Every line below that has "block" in it should be copied.

☆ ☆ ☆ ☆ ☆ ☆ ☆

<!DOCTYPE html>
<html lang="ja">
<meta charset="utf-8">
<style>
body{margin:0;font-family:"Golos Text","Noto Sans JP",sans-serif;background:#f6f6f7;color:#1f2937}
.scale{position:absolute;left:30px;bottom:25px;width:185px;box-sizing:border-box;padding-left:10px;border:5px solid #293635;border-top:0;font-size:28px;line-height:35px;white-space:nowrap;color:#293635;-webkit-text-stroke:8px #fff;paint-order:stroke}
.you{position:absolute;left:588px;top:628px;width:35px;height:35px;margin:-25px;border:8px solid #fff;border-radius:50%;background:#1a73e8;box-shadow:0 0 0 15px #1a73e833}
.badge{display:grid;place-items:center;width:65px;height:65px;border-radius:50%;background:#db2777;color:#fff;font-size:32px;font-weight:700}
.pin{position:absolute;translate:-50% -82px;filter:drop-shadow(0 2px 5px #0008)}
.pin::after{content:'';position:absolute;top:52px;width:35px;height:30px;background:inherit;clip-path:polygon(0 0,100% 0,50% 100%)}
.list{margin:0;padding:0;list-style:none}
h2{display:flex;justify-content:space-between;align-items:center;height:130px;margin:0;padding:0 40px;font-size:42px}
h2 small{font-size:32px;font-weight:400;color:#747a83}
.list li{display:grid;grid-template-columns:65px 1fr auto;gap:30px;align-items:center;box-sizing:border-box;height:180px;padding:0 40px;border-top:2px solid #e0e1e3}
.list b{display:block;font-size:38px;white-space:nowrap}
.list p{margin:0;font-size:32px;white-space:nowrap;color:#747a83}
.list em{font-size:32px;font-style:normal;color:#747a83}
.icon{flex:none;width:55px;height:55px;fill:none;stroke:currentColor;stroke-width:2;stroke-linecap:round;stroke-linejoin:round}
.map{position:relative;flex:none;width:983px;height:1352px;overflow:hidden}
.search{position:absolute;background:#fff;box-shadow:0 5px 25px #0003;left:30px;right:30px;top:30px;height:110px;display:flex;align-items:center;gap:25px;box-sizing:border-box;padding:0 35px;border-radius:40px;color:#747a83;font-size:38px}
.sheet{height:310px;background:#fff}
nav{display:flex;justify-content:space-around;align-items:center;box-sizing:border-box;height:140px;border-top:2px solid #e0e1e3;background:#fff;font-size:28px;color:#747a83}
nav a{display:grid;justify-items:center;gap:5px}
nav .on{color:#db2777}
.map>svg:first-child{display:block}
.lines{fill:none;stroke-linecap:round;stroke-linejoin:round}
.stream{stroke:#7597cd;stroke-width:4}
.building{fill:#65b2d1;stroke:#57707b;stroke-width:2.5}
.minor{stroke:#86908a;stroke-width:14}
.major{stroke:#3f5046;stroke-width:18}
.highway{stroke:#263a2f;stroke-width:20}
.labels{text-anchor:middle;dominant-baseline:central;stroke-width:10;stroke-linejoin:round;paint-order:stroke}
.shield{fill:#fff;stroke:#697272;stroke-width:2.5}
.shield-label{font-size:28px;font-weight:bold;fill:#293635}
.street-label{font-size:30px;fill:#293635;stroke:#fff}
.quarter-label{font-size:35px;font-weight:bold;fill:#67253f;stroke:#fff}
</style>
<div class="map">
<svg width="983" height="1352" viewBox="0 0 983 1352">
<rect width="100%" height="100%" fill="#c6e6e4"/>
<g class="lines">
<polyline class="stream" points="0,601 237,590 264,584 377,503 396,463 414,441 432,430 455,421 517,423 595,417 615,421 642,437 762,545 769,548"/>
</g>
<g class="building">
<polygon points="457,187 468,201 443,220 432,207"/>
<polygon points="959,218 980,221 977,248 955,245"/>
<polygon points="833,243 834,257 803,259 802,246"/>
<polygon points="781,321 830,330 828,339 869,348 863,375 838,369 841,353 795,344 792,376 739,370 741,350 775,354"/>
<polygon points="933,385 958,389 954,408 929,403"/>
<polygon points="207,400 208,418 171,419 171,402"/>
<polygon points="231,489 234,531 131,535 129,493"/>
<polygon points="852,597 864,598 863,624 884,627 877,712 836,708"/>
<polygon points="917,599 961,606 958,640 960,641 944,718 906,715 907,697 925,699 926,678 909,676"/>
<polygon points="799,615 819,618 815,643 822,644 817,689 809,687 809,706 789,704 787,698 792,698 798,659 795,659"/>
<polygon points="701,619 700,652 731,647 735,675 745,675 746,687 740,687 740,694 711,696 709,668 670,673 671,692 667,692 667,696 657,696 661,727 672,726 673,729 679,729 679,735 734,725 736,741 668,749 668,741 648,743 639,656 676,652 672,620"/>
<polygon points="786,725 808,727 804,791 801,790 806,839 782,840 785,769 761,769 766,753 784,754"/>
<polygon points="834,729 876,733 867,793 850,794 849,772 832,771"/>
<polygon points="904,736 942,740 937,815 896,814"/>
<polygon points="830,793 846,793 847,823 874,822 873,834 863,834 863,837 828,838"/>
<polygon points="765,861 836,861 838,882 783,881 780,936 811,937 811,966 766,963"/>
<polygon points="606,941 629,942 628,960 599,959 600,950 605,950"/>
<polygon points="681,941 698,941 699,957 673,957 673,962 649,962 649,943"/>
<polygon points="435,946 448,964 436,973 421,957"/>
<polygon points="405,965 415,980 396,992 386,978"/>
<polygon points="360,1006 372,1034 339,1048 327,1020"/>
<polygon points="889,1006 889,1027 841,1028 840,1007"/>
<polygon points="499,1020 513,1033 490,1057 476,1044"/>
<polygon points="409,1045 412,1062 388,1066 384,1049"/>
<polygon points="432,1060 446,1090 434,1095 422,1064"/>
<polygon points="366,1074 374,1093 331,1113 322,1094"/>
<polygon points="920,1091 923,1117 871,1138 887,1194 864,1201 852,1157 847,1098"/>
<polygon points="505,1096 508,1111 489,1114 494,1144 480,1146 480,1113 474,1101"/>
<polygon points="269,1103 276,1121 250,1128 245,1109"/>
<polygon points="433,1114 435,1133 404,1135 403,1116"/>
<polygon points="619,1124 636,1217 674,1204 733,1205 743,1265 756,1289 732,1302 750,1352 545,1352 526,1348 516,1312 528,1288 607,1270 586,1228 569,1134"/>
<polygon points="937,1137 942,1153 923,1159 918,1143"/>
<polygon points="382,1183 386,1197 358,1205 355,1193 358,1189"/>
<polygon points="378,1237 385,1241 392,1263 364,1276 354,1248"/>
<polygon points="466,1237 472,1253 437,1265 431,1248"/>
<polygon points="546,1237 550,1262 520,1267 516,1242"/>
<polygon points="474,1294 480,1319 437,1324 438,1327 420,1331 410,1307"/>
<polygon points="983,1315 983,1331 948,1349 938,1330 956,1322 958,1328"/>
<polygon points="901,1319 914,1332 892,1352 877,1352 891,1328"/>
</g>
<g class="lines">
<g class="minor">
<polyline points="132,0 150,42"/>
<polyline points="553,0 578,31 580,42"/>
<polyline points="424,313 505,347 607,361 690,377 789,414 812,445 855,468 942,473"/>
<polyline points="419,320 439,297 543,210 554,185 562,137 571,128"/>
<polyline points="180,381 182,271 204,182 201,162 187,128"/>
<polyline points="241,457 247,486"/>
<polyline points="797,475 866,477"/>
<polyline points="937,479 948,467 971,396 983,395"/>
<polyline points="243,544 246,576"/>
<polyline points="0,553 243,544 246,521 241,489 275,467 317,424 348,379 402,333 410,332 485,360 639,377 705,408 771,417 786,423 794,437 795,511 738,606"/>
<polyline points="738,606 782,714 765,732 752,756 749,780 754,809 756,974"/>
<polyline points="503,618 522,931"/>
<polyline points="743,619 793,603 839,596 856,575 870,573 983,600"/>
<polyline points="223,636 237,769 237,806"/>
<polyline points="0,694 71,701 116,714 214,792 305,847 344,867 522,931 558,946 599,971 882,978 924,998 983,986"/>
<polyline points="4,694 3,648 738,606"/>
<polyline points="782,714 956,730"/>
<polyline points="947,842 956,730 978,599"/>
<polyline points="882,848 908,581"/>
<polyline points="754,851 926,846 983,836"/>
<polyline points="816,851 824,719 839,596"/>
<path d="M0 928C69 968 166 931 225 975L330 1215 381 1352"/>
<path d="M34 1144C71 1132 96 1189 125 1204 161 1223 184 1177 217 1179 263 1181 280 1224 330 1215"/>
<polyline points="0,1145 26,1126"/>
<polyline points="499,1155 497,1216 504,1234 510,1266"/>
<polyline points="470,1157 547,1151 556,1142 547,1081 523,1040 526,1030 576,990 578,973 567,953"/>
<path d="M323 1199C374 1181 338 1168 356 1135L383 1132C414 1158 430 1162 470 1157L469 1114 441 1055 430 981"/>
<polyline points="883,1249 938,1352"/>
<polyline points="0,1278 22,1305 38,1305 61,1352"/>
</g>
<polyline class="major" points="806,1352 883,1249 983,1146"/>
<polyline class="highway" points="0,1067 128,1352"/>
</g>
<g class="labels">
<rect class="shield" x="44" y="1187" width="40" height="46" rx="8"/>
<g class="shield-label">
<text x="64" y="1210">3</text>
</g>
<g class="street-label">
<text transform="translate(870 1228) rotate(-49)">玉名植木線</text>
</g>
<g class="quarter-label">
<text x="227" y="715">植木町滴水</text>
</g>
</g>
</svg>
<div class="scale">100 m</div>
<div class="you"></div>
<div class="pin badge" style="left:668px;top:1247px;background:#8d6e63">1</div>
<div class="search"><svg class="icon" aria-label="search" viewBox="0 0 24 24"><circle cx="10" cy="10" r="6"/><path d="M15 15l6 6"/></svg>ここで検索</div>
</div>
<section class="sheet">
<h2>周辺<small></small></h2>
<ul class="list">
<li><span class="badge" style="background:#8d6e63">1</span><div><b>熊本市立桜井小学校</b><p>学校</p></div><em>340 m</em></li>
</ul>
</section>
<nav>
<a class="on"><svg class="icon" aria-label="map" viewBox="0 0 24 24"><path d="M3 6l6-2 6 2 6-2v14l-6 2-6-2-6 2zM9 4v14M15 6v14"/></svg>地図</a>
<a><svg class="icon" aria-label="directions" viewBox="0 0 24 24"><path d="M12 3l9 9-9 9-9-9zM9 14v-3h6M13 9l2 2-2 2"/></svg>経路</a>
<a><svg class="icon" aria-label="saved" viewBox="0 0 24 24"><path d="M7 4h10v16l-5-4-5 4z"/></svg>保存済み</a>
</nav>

☆ ☆ ☆ ☆ ☆ ☆ ☆

* Output:
.list b{display:block;font-size:38px;white-space:nowrap}
.map>svg:first-child{display:block}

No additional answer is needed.